### WHAT THE EXERCISE ASKS
Reproduce the first line of the entries that follow and each later line, word for word, ending with the one containing "-99px;filter:drop-shadow(0 3px 6px".

===== GIVEN ENTRIES =====

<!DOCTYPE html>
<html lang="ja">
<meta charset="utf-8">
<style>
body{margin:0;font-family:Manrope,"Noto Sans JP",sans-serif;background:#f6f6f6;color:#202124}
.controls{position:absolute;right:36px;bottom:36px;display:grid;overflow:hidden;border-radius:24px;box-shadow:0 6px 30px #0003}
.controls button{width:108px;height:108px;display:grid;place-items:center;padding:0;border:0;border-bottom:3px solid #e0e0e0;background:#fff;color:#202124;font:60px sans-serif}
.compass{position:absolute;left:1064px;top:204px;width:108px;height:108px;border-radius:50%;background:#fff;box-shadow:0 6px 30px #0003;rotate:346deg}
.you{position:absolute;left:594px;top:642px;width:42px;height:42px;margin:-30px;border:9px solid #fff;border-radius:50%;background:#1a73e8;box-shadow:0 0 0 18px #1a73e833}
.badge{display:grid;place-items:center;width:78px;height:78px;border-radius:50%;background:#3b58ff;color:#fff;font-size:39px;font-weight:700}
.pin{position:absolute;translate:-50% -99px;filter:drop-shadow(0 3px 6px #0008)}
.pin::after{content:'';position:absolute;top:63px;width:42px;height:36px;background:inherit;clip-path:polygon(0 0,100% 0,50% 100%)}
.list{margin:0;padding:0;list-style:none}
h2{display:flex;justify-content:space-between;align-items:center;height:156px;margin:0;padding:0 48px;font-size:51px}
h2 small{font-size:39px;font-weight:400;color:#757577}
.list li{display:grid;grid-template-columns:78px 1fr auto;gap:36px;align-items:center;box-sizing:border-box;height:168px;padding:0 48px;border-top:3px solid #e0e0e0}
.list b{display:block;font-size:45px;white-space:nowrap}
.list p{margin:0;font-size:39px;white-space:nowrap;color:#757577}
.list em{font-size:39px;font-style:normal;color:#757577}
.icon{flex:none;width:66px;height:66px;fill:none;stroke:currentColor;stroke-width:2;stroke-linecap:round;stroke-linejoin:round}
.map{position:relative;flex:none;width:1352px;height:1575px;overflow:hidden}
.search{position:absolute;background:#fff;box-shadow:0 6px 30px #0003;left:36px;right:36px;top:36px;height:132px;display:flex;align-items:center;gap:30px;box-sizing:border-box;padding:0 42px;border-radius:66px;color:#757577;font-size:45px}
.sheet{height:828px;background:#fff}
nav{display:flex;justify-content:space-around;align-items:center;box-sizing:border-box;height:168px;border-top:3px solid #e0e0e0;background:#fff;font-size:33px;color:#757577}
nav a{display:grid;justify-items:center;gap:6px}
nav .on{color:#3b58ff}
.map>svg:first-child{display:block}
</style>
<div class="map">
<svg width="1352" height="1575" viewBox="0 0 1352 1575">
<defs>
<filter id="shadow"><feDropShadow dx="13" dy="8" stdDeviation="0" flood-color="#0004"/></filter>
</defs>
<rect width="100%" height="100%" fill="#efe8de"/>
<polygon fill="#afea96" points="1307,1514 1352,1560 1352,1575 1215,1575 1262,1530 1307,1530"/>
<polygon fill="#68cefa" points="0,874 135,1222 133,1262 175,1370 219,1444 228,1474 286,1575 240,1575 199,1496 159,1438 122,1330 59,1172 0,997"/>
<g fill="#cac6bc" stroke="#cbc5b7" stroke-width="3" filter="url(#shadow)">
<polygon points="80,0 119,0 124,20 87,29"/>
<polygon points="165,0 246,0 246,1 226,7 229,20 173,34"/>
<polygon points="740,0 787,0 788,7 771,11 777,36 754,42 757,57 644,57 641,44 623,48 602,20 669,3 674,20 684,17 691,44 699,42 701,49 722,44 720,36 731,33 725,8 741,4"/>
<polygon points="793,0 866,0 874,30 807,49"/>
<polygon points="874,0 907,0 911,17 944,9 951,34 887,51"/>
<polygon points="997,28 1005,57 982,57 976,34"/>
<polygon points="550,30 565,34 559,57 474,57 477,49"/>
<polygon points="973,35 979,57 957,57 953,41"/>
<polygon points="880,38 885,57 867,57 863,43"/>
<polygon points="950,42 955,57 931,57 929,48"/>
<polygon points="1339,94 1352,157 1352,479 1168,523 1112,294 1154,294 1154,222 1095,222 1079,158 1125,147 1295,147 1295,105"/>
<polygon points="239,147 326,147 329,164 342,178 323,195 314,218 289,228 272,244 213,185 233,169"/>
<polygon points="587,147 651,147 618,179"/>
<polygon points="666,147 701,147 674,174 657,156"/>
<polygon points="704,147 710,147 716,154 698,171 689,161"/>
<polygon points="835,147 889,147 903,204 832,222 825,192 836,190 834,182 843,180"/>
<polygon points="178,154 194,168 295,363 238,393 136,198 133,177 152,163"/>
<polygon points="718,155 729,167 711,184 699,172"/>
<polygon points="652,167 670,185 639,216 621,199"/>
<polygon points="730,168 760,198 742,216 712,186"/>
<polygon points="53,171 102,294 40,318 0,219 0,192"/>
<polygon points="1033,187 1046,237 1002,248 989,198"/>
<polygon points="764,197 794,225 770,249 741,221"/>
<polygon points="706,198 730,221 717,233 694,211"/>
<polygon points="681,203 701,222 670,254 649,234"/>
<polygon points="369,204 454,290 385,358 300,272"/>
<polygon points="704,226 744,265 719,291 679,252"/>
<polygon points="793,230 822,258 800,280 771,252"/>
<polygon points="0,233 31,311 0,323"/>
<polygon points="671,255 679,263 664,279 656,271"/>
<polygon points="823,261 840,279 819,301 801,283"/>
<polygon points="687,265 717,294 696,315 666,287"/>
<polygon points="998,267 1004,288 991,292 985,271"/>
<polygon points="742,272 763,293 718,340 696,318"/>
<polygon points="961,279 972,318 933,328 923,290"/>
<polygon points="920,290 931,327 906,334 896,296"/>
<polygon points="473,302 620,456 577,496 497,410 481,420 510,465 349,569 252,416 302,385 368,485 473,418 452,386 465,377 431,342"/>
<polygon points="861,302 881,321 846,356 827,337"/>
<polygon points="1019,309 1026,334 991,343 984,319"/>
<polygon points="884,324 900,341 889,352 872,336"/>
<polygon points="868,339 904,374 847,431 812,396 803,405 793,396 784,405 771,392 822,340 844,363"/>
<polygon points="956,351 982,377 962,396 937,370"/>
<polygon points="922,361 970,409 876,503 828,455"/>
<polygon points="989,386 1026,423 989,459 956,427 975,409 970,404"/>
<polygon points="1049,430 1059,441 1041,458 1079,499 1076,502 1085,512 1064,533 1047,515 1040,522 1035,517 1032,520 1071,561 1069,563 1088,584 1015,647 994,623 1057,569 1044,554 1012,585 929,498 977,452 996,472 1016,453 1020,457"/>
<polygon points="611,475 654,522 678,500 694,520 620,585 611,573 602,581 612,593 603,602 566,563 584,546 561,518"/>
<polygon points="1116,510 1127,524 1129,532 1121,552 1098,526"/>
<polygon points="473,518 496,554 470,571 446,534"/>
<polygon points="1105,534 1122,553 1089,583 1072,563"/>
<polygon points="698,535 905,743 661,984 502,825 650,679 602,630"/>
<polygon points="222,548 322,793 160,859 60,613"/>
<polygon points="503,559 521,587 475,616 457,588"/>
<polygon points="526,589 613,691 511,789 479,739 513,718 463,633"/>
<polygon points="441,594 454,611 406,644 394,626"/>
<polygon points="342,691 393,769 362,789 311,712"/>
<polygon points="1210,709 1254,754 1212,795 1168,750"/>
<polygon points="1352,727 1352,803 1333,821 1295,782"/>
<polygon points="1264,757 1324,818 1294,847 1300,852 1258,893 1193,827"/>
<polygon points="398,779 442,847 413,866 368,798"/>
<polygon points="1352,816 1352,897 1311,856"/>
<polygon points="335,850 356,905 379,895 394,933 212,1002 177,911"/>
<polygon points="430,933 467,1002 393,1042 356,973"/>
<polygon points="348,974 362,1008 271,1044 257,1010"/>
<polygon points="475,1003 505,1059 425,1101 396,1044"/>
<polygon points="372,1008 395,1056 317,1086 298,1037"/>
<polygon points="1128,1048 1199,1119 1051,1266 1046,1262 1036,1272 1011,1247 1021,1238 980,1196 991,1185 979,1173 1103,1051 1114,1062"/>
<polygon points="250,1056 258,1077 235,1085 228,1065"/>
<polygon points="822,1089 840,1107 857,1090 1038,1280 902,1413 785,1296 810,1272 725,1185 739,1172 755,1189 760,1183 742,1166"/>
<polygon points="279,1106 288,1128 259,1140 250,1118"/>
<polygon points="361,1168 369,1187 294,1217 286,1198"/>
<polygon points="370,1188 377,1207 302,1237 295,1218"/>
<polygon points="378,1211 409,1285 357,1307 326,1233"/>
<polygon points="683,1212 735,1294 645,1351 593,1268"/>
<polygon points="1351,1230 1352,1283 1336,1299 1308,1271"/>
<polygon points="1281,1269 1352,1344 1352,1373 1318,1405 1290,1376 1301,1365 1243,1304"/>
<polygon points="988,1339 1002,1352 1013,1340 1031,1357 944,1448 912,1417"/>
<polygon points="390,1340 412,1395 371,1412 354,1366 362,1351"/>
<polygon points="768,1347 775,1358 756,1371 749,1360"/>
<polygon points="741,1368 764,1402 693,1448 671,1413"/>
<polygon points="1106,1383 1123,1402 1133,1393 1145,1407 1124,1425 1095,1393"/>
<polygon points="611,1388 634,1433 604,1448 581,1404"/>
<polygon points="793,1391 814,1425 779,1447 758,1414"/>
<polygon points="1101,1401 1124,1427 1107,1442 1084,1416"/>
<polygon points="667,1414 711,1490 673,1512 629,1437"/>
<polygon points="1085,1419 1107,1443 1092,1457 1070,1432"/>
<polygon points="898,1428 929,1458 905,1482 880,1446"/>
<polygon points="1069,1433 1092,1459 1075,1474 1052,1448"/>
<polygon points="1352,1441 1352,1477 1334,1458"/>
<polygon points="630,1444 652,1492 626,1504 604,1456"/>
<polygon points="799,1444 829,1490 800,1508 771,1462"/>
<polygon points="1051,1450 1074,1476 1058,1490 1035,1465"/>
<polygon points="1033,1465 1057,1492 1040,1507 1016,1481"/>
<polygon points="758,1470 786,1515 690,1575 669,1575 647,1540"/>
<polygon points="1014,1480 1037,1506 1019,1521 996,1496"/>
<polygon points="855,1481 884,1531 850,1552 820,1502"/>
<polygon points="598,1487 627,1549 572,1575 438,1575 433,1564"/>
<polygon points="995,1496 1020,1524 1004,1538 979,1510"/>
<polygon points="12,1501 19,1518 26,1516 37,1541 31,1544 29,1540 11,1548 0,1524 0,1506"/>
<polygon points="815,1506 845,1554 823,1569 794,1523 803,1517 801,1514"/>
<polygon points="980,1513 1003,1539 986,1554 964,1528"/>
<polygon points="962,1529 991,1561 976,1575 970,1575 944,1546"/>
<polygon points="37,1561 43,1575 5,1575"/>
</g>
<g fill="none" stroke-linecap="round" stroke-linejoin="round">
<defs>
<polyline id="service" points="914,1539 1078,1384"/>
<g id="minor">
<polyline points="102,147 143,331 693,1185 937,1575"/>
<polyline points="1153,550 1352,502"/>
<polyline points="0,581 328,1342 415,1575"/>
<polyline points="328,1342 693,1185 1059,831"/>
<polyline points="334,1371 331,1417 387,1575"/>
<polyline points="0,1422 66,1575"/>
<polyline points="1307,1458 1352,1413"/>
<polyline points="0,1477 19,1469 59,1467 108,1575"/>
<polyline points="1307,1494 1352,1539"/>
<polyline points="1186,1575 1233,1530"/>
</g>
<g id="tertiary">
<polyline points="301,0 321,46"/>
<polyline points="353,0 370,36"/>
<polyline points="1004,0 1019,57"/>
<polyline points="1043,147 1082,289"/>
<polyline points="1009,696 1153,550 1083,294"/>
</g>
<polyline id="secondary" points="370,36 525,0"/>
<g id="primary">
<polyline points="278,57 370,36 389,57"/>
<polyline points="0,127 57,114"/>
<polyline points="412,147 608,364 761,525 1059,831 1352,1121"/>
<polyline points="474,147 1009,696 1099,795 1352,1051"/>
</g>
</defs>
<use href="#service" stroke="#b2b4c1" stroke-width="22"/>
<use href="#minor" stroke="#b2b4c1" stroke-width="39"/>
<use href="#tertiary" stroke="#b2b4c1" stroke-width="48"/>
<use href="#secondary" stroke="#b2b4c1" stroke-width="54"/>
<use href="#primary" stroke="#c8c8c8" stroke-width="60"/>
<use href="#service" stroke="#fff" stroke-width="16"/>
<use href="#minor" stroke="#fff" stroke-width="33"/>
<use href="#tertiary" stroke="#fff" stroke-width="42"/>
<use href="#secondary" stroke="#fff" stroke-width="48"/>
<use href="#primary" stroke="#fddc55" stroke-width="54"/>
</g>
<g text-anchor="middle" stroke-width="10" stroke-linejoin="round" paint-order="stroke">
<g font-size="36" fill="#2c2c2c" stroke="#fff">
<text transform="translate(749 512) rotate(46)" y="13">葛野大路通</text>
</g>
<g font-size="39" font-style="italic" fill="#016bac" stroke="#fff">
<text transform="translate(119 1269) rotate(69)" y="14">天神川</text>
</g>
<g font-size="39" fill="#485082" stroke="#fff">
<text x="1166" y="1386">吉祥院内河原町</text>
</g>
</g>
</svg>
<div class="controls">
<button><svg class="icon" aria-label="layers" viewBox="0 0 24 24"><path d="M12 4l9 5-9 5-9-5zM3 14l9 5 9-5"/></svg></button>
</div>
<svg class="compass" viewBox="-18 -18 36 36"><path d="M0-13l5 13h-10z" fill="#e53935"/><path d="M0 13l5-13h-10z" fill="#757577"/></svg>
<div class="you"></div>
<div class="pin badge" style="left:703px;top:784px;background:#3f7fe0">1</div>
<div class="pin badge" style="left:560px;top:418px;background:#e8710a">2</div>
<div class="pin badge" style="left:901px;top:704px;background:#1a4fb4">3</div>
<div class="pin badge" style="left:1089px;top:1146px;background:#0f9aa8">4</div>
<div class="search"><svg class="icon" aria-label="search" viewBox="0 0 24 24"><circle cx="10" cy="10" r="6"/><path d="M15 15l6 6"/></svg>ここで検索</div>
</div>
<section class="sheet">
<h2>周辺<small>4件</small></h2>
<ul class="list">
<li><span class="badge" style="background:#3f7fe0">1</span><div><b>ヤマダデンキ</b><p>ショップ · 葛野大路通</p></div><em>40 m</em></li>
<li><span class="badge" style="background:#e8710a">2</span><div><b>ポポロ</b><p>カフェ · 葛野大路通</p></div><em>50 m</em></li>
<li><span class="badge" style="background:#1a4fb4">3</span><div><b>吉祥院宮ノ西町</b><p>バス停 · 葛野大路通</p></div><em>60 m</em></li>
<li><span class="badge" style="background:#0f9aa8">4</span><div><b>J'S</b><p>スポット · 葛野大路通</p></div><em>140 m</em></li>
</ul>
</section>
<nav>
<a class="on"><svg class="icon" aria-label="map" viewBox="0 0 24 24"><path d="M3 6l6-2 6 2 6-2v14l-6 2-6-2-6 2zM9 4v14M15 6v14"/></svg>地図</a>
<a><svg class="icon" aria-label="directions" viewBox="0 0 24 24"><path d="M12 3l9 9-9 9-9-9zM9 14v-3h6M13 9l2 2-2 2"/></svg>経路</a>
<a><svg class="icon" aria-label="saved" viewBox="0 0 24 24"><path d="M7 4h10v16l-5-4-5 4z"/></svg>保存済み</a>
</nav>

=====

### SOLVED PROBLEM
<!DOCTYPE html>
<html lang="ja">
<meta charset="utf-8">
<style>
body{margin:0;font-family:Manrope,"Noto Sans JP",sans-serif;background:#f6f6f6;color:#202124}
.controls{position:absolute;right:36px;bottom:36px;display:grid;overflow:hidden;border-radius:24px;box-shadow:0 6px 30px #0003}
.controls button{width:108px;height:108px;display:grid;place-items:center;padding:0;border:0;border-bottom:3px solid #e0e0e0;background:#fff;color:#202124;font:60px sans-serif}
.compass{position:absolute;left:1064px;top:204px;width:108px;height:108px;border-radius:50%;background:#fff;box-shadow:0 6px 30px #0003;rotate:346deg}
.you{position:absolute;left:594px;top:642px;width:42px;height:42px;margin:-30px;border:9px solid #fff;border-radius:50%;background:#1a73e8;box-shadow:0 0 0 18px #1a73e833}
.badge{display:grid;place-items:center;width:78px;height:78px;border-radius:50%;background:#3b58ff;color:#fff;font-size:39px;font-weight:700}
.pin{position:absolute;translate:-50% -99px;filter:drop-shadow(0 3px 6px #0008)}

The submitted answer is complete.